Joanna Bodner
What has your journey & experience been like with Hemiplegic Migraine? What does it look & feel like during an attack?
Have you found ways to effectively cope?
Help let others they are NOT alone in this by sharing your experience here.
akalie Member
That would take too long.. 42 years dealing with it. In this days I was a kid and there was no medicine.
Thank goodness for the triptans and before that Indocid. At least the pain has become mostly manageable. With once in a while the help of extra injections or an iv in the Er room.
I don't know. It's a life battle. I'm fortunate to be able to organise my life around it. There is no fighting it. It just makes things worse. I accept the ride and I tell people I'll see them on the other side when it starts. It can take from 2 to 7 days.

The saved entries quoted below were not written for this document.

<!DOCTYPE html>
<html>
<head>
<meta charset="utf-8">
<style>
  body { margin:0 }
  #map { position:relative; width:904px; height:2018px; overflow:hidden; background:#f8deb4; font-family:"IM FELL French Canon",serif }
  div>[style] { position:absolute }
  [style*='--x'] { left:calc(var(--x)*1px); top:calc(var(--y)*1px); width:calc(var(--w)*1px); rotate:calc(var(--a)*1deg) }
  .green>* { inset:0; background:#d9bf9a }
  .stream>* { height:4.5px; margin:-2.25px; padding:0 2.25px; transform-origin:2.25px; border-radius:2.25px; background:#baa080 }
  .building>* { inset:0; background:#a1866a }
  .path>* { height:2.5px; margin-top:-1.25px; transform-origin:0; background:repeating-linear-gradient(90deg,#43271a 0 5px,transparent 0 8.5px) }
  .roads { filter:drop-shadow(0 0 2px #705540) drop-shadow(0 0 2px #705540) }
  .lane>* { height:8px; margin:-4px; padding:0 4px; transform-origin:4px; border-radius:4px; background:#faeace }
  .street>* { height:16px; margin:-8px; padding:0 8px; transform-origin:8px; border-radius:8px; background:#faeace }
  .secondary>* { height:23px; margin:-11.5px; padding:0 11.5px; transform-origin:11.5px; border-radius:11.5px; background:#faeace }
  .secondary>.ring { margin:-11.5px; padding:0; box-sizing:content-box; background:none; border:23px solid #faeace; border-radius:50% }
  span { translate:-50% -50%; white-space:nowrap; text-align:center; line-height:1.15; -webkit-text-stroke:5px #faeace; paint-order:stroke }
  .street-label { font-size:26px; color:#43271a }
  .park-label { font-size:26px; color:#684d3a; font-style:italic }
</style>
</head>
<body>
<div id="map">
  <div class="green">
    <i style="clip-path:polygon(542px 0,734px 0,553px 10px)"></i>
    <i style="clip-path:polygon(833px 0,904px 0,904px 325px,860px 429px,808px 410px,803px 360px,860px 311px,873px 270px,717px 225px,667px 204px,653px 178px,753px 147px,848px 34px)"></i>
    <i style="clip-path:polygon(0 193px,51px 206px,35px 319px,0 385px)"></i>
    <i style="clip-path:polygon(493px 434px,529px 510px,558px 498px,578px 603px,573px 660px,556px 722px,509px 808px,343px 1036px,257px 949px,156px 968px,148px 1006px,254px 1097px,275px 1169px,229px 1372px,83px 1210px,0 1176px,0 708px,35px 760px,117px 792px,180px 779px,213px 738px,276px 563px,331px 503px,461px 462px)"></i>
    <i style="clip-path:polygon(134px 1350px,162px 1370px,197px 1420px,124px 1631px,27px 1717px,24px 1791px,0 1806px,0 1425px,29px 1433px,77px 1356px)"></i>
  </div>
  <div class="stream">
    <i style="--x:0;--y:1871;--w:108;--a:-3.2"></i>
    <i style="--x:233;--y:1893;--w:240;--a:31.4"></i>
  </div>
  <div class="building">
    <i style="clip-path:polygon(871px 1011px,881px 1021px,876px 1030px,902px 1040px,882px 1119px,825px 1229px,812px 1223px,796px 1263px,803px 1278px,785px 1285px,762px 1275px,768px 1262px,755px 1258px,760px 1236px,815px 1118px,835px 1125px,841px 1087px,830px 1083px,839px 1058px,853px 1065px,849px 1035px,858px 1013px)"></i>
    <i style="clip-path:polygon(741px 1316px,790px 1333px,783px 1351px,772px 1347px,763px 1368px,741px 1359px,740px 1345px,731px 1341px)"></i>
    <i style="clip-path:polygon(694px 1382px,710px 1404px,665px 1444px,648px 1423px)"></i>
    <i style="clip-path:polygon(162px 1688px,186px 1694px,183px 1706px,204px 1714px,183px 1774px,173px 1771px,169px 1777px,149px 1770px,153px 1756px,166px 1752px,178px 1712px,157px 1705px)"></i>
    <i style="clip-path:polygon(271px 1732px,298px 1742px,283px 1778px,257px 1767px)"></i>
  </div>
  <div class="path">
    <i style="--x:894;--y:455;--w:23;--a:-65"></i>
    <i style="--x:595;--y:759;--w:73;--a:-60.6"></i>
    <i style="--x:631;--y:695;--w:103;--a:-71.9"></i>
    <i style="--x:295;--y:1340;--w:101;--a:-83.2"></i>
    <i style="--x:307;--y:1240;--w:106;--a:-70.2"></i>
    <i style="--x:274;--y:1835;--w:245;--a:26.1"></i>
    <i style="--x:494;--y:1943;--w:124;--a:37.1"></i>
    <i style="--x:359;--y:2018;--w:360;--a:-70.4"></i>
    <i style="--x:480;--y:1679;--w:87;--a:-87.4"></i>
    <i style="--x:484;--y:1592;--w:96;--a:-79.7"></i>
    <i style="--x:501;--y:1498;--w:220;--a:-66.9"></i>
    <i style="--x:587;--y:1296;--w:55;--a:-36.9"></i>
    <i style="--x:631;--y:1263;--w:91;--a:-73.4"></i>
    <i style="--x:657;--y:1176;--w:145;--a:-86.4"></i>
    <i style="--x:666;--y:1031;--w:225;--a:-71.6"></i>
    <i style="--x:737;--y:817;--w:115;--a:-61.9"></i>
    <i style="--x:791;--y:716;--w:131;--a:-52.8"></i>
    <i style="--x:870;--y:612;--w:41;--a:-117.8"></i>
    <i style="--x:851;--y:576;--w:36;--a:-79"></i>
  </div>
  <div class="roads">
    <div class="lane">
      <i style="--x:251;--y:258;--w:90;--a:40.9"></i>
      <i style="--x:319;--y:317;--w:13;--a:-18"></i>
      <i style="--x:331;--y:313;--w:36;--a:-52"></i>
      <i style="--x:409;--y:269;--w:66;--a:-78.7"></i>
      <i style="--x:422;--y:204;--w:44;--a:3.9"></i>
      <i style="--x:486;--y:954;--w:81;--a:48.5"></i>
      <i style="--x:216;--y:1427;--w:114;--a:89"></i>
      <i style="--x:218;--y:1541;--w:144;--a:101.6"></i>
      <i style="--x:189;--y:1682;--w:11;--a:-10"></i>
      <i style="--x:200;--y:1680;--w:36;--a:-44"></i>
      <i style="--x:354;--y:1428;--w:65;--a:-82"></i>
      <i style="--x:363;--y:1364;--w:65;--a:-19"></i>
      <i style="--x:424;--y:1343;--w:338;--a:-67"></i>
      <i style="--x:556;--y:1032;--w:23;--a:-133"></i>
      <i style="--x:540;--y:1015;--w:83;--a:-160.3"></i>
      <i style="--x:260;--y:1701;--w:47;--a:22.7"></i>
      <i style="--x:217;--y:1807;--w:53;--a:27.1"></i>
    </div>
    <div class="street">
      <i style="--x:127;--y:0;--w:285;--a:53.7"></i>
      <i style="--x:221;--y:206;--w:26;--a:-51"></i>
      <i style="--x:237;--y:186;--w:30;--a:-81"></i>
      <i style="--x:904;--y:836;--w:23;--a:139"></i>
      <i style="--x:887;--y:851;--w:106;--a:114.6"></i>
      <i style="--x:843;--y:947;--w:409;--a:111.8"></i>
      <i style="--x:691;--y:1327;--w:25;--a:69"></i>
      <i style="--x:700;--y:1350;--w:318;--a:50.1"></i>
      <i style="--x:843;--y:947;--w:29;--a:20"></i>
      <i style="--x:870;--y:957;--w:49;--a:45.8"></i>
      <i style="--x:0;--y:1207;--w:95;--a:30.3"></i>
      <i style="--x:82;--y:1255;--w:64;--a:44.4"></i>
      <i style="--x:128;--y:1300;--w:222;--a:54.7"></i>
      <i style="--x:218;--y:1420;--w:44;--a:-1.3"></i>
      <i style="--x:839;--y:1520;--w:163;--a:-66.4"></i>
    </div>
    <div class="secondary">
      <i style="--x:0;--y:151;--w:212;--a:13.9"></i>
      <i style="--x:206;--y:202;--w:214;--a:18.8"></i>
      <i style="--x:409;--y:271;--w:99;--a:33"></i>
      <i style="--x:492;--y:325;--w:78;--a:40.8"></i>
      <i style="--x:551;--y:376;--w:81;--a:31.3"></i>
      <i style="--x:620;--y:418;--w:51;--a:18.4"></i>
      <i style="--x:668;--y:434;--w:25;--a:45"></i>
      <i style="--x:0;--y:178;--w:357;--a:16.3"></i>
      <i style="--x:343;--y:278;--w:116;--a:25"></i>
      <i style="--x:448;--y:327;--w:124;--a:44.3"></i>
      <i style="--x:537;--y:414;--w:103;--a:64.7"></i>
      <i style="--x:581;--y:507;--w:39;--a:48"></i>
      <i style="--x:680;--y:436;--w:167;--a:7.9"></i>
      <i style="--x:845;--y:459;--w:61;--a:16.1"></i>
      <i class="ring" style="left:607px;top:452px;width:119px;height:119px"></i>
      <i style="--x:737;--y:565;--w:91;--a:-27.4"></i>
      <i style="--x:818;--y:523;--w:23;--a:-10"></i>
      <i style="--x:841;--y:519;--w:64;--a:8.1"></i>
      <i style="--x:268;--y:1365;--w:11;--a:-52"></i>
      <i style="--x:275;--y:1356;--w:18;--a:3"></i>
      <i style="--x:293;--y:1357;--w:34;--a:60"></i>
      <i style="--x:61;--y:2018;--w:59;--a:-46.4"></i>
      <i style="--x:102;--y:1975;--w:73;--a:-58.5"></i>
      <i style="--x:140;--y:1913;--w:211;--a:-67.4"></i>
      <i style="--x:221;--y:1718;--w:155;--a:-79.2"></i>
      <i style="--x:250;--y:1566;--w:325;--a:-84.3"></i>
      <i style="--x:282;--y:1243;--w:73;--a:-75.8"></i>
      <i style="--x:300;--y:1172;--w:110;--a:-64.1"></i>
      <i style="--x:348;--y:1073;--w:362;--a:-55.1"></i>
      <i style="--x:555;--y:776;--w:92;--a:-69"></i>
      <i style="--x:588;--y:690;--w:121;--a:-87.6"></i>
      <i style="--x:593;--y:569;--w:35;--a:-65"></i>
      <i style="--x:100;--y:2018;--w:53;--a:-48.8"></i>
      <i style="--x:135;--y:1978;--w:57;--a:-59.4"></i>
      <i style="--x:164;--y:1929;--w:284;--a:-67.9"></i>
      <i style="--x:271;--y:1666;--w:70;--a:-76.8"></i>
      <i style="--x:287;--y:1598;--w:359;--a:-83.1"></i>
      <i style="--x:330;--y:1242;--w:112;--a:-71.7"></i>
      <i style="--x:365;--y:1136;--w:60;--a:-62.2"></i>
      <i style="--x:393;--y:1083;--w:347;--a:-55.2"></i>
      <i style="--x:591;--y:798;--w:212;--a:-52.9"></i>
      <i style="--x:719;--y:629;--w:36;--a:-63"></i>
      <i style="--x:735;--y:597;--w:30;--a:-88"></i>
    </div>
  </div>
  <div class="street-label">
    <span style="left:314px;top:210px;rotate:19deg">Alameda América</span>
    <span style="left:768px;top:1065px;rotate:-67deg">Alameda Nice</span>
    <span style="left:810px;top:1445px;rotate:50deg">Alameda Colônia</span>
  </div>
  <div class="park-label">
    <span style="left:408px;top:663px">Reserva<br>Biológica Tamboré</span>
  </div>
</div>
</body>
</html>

Then it takes a week to recover from all the medicine and the exhaustion of pain. I'm still grateful it's not a lethal disease as long as I stay away from the window.. could be worse in that sense. I may try Aimovig in a couple of years when there's enough feedback.
saliegg Member
I've been having migraines since I was 3-4 years old, I'm 28 now. I'm on prescribed medication but sometimes more often than not, they don't work. My family has them too, my grandma has chronic migraines, my mom had hormonal triggered migraines, mine are a bit of both. My grandma says that hers start as flashes of lights, or colored dots in space. My moms says that she gets blurred peripheral or tunneled vision before hers start. Mine change. I can see flashes and then full blown migraines, or I can start with pressure behind my eyes, usually the left eye. I can feel a poker jabbing in through my skull and the the fully blown migraine, sometimes the pain just wakes me up from sleep. Basically anything and everything can cause me a migraine, from loud sounds, to bright colors or lights, if it's too hot, if I don't eat.

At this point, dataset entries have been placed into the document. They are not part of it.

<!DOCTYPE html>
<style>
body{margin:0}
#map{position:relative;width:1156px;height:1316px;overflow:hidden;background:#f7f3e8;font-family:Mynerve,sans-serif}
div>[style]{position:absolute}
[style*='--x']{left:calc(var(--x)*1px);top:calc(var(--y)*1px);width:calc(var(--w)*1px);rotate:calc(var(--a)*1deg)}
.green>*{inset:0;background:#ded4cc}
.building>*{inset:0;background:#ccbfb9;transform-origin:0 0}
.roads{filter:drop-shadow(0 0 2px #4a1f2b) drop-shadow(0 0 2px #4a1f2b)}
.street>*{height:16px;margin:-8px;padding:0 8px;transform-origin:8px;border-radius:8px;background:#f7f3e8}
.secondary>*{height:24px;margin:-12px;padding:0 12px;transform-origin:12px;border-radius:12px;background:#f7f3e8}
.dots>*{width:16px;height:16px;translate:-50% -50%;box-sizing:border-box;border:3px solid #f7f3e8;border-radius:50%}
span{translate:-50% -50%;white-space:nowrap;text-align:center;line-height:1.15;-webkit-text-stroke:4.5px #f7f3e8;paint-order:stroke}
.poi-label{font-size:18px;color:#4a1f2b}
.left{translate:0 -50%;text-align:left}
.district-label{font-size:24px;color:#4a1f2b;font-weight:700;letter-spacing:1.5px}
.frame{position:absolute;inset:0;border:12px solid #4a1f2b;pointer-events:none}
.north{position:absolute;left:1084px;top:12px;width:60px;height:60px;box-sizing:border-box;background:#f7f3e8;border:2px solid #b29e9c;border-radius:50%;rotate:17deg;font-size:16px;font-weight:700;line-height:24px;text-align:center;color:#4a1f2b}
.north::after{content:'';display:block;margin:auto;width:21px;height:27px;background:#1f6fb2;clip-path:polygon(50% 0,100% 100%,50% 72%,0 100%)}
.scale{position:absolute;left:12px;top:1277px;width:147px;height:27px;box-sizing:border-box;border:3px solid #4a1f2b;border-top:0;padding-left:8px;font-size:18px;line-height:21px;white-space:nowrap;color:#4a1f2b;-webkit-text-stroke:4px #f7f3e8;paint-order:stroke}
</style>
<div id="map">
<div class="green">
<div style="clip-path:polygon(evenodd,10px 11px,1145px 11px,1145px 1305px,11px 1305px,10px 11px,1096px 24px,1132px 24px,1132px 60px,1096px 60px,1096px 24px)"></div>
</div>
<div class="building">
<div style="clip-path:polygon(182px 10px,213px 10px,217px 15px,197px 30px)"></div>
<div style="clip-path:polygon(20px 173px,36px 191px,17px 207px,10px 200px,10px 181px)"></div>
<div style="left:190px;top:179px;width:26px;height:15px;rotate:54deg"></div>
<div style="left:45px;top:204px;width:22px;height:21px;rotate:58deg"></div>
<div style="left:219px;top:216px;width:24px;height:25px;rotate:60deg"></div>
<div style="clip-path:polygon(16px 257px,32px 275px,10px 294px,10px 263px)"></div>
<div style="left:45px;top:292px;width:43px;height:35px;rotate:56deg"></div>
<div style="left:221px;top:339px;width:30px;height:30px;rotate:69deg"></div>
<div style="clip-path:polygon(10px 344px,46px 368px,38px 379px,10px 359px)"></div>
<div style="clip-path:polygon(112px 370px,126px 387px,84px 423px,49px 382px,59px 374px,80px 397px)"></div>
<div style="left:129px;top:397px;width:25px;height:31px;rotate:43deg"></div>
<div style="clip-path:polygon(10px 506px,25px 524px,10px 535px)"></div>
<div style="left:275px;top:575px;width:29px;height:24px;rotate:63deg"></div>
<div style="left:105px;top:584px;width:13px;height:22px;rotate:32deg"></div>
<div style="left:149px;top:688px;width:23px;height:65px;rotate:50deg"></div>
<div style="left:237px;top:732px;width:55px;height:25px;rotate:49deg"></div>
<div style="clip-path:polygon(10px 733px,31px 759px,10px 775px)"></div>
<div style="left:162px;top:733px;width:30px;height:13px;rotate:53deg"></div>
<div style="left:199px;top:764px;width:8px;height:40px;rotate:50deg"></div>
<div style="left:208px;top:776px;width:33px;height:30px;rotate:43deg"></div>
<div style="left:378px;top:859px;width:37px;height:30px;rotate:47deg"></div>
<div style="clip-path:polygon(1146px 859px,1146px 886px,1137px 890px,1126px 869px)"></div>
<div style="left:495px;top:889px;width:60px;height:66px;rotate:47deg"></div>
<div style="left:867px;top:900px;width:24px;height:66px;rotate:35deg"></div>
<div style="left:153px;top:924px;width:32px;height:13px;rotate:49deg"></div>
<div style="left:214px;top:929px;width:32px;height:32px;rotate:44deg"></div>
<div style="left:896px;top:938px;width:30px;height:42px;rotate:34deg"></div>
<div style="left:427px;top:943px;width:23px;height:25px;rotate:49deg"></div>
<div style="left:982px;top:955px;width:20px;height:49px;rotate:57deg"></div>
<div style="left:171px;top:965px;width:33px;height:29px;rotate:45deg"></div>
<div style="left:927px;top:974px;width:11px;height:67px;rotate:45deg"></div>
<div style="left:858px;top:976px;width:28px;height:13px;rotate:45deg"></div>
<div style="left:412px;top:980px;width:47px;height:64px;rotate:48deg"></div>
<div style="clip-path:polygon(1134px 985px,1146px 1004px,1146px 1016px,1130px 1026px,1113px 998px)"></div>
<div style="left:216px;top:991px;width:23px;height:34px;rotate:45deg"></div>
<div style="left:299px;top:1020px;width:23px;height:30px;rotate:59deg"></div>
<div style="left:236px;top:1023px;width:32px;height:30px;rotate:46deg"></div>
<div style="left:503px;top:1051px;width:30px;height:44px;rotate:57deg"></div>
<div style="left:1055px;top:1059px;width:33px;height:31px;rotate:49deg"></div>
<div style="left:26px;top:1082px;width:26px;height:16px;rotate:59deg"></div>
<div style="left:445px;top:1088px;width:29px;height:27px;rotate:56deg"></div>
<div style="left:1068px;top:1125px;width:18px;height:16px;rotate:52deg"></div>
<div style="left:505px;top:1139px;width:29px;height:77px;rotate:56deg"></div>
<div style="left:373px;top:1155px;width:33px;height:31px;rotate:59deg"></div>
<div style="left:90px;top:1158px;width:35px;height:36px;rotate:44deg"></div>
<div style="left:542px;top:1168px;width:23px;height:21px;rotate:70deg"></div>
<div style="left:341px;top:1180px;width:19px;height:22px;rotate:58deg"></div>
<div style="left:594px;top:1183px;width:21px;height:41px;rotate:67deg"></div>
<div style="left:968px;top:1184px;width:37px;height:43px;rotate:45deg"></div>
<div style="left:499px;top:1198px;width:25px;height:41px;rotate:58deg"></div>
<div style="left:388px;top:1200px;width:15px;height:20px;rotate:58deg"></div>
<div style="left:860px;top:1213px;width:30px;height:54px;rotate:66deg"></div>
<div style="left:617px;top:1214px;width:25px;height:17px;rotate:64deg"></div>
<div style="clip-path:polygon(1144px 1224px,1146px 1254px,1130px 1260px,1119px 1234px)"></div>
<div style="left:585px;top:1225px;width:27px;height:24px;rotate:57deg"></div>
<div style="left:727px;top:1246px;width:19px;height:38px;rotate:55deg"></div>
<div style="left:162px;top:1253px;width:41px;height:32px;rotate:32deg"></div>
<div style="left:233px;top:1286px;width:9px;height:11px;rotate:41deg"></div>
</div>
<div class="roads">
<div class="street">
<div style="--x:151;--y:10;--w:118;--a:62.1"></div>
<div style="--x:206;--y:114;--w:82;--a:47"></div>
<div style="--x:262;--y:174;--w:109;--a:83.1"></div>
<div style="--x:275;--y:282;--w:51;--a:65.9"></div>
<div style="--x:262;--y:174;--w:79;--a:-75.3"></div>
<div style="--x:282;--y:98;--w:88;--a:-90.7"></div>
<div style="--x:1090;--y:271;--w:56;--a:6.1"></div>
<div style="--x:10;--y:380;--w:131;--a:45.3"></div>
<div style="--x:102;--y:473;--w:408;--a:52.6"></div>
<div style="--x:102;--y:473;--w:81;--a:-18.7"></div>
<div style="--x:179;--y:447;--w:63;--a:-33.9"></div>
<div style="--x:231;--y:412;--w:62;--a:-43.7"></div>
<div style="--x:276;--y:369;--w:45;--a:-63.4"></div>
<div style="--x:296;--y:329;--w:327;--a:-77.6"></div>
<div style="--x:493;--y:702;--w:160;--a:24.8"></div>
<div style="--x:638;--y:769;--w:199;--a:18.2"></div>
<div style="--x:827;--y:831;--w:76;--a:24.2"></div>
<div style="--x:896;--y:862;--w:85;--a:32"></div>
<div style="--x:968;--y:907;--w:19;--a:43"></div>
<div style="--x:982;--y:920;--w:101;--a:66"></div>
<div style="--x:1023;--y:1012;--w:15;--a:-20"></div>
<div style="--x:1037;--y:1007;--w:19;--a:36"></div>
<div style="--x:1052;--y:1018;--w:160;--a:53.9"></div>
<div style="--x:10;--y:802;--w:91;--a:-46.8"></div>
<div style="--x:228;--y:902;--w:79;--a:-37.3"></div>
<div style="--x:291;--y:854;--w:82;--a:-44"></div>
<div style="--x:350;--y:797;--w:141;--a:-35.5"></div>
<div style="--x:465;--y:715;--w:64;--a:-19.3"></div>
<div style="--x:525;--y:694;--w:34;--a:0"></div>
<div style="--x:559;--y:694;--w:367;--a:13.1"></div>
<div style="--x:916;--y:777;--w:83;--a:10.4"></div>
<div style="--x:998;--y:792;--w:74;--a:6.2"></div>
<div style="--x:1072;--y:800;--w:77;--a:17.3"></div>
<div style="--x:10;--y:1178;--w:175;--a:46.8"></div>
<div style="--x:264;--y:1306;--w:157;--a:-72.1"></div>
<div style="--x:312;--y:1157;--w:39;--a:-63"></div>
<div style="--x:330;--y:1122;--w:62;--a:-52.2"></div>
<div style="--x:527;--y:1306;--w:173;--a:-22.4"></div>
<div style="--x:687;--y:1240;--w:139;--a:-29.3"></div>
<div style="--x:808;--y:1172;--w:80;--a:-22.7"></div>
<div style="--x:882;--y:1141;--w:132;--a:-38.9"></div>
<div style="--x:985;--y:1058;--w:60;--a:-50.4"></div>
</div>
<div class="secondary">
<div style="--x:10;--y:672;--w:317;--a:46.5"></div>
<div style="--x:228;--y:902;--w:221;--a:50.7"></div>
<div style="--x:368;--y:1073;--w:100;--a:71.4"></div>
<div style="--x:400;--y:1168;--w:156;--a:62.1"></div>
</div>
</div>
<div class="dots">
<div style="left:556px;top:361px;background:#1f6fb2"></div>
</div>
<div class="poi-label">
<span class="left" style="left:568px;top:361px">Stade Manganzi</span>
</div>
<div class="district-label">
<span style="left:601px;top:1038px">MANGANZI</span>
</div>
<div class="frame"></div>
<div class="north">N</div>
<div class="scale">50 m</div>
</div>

I get extremely sensitive to lights, colors, sounds and temperature; I sometimes can tell when I'm going to start one, but for the most part they just happen out of nowhere. I usually have to stay in my room, which has been modified to a sensory deprivation chamber. I have extra insulation, and padding on more surfaces just to keep things from echoing or allowing sound in, I have 2 layers of blackout curtains in my room just to keep light from coming in. Usually with the migraines, I can't keep medication, food or water down, it all comes back up. I have to get shots in order to keep them away or for making them go away.
I've had migraines that have blinded me for 2 days, I've had people tell me that I look like I'm having a stroke because half of my face has gone numb. They leave me weak, to the point that when it's finally gone, my body is exhausted, and I'm left barely able to move and my brain stays in a fog.
kelser Member
Good morning I need some advise and not to sure but has anyone successfully claimed p.i.p due to HM as I have been advise to cut my hours due to my HM and stress of young children but can’t afford to!! I get these HM around four times per week
Many thanks xxx
1q3wm7 Member
My first hemiplegic migraine was about 8 years ago. I was at work making the rounds of the registers collecting the days' money, and had 1 person with me to deter folks from stopping us. Thank God for her too! I started to feel a sensation of looking through a tunnel, and she said "you don't look good..are you alright?" I tried to answer, but what came out was garbled nonsense, that to me sounded perfectly normal. The left side of my face droopped, and I felt very weak. An ambulance ride & a million tests later the med team diagnosed hemiplegic complex migraine. Turns out gram had them, 2 aunts, 2 cousins, and 6 children of cousins too.